Problem statement
Please return every line of the records that contains the word "Bank".

Data
•••

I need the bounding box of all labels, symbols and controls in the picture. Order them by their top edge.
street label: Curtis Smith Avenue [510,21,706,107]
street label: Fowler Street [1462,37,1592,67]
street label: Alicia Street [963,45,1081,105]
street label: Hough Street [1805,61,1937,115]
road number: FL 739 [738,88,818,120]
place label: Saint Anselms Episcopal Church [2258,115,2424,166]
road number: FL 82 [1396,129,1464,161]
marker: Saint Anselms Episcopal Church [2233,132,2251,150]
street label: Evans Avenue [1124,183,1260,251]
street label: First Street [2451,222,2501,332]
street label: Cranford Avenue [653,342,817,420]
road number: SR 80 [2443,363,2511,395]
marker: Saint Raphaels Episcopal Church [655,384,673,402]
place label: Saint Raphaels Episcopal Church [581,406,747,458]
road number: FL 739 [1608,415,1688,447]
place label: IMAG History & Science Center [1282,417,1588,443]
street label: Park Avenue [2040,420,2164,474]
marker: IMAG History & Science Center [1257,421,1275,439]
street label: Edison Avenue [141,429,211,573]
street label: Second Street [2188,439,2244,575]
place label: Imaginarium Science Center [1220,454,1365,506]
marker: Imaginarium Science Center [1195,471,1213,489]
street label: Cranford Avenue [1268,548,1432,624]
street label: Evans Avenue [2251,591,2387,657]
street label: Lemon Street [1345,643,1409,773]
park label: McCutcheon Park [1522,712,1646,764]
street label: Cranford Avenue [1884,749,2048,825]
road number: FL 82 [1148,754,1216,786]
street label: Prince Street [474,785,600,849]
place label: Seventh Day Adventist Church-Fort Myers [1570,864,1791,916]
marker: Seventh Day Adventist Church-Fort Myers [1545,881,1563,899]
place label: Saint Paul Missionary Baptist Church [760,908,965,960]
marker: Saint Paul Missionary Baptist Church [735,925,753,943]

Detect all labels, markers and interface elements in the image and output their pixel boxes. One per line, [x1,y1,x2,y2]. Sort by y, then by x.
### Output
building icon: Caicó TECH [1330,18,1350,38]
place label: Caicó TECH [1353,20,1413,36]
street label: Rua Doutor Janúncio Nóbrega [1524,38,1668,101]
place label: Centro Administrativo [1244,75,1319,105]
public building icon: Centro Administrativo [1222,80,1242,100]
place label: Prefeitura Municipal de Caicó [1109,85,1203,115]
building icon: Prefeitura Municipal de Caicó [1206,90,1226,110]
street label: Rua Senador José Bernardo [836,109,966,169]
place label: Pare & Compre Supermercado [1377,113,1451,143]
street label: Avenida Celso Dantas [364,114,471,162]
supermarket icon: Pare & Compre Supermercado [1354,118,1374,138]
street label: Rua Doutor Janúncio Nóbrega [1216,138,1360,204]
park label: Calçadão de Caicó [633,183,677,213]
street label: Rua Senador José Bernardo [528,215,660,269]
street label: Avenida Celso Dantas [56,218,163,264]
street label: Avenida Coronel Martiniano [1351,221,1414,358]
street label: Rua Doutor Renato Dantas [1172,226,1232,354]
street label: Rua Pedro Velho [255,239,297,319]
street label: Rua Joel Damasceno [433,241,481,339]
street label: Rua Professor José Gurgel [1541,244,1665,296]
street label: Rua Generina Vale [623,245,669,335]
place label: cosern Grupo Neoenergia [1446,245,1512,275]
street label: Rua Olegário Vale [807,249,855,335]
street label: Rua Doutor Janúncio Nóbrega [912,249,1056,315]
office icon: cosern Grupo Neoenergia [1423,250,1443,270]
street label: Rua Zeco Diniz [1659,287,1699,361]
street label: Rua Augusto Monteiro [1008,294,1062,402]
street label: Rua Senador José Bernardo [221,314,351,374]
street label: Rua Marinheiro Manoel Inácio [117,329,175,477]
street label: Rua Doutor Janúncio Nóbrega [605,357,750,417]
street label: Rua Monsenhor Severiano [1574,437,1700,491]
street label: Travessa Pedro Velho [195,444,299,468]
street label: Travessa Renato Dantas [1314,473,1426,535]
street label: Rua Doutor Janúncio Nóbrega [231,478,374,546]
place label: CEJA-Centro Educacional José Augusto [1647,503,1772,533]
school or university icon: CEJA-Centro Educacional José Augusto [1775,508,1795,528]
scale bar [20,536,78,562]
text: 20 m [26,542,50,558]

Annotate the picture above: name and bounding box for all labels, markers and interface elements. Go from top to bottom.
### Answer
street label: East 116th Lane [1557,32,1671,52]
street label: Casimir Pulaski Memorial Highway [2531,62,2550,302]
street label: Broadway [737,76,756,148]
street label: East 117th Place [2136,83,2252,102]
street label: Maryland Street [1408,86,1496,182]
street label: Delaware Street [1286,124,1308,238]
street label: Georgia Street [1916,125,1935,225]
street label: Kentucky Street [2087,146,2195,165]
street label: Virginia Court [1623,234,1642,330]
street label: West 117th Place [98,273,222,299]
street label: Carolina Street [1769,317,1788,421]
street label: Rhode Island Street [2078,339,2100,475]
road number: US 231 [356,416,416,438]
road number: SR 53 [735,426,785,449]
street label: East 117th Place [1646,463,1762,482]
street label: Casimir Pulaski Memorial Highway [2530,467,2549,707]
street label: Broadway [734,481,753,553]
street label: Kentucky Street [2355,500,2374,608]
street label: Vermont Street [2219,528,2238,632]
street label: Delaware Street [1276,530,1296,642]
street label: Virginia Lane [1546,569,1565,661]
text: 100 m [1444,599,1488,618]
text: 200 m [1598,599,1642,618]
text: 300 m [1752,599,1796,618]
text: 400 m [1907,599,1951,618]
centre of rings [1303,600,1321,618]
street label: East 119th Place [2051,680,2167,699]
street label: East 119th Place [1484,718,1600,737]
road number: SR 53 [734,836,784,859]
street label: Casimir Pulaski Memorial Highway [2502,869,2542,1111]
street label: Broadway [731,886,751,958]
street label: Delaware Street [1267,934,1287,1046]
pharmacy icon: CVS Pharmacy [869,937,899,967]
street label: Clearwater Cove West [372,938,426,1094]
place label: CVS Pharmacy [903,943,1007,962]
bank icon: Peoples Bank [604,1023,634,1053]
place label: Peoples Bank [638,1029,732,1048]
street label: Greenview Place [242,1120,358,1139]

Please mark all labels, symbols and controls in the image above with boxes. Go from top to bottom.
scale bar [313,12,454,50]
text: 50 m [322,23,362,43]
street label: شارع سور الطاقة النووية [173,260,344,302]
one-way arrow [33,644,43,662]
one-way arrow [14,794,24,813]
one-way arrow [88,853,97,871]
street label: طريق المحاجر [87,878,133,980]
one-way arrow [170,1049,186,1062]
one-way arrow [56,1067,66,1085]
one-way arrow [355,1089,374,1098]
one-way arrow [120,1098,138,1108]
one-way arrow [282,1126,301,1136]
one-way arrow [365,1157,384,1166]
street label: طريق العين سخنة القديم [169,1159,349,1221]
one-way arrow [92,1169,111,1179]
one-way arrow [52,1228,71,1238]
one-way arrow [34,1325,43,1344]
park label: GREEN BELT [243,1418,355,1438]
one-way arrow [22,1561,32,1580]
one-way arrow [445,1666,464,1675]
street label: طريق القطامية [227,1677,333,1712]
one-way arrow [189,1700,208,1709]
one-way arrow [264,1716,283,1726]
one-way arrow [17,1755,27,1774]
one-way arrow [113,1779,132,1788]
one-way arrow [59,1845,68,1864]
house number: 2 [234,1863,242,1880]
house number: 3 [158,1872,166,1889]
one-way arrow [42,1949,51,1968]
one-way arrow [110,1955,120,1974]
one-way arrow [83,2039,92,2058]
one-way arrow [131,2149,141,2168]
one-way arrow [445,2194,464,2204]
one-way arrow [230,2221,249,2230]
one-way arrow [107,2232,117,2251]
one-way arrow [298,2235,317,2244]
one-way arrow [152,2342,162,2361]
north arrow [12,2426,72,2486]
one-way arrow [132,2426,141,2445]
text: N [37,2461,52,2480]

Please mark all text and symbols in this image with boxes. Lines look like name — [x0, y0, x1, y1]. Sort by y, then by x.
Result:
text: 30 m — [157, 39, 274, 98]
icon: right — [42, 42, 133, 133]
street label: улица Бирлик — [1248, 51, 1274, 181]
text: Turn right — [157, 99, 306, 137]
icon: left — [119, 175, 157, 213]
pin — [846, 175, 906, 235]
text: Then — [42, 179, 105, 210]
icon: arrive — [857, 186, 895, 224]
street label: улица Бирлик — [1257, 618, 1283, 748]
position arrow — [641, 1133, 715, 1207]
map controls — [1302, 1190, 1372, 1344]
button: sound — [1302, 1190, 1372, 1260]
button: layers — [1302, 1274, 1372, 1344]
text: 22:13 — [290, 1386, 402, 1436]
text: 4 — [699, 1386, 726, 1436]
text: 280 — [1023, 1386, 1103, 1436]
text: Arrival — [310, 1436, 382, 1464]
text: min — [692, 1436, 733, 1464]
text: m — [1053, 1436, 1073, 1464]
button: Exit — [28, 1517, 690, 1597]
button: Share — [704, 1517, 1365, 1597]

•••

Output of the exercise
bank icon: Peoples Bank [604,1023,634,1053]
place label: Peoples Bank [638,1029,732,1048]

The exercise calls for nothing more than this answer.